▶ Given information

[Start of Attachment]

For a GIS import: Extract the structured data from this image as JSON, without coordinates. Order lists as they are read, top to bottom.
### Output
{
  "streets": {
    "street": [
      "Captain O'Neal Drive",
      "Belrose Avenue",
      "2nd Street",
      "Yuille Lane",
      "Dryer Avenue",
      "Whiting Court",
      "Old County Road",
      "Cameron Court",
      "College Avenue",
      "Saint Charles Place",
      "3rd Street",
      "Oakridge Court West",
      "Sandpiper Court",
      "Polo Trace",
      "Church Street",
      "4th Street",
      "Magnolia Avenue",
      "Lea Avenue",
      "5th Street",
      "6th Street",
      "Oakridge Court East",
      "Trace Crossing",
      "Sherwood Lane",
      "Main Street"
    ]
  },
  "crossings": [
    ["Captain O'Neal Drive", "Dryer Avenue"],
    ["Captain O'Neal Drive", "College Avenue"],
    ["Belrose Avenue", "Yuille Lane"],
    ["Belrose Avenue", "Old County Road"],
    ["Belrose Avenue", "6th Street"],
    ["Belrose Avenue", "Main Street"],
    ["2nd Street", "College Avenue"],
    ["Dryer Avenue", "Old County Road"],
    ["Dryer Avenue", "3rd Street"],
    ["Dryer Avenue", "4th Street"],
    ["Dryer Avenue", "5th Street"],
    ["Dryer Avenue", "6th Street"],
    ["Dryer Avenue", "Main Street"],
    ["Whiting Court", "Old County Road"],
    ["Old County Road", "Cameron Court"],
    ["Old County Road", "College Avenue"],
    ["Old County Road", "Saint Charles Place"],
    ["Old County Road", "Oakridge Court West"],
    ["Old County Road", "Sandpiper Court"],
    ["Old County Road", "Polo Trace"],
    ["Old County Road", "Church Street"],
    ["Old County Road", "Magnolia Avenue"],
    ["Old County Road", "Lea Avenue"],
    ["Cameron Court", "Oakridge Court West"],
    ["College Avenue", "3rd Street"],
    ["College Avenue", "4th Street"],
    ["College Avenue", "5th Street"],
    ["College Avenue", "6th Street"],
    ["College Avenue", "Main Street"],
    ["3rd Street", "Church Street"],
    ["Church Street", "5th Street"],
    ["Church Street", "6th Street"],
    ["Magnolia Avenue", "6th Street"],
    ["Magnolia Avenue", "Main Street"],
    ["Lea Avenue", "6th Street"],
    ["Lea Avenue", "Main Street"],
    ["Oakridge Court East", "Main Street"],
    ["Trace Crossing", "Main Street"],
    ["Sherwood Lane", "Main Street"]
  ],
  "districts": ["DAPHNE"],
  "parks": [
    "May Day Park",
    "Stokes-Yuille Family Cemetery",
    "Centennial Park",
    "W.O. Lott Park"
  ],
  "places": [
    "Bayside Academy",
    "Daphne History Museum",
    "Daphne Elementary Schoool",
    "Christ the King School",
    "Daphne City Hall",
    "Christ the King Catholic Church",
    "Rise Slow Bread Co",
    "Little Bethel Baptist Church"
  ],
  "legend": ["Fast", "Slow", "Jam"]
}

[End of Attachment]

▶ Description of the task
Every line of the entries above that includes "Lane" should be copied.

▶ Exercise response
      "Yuille Lane",
      "Sherwood Lane",
    ["Belrose Avenue", "Yuille Lane"],
    ["Sherwood Lane", "Main Street"]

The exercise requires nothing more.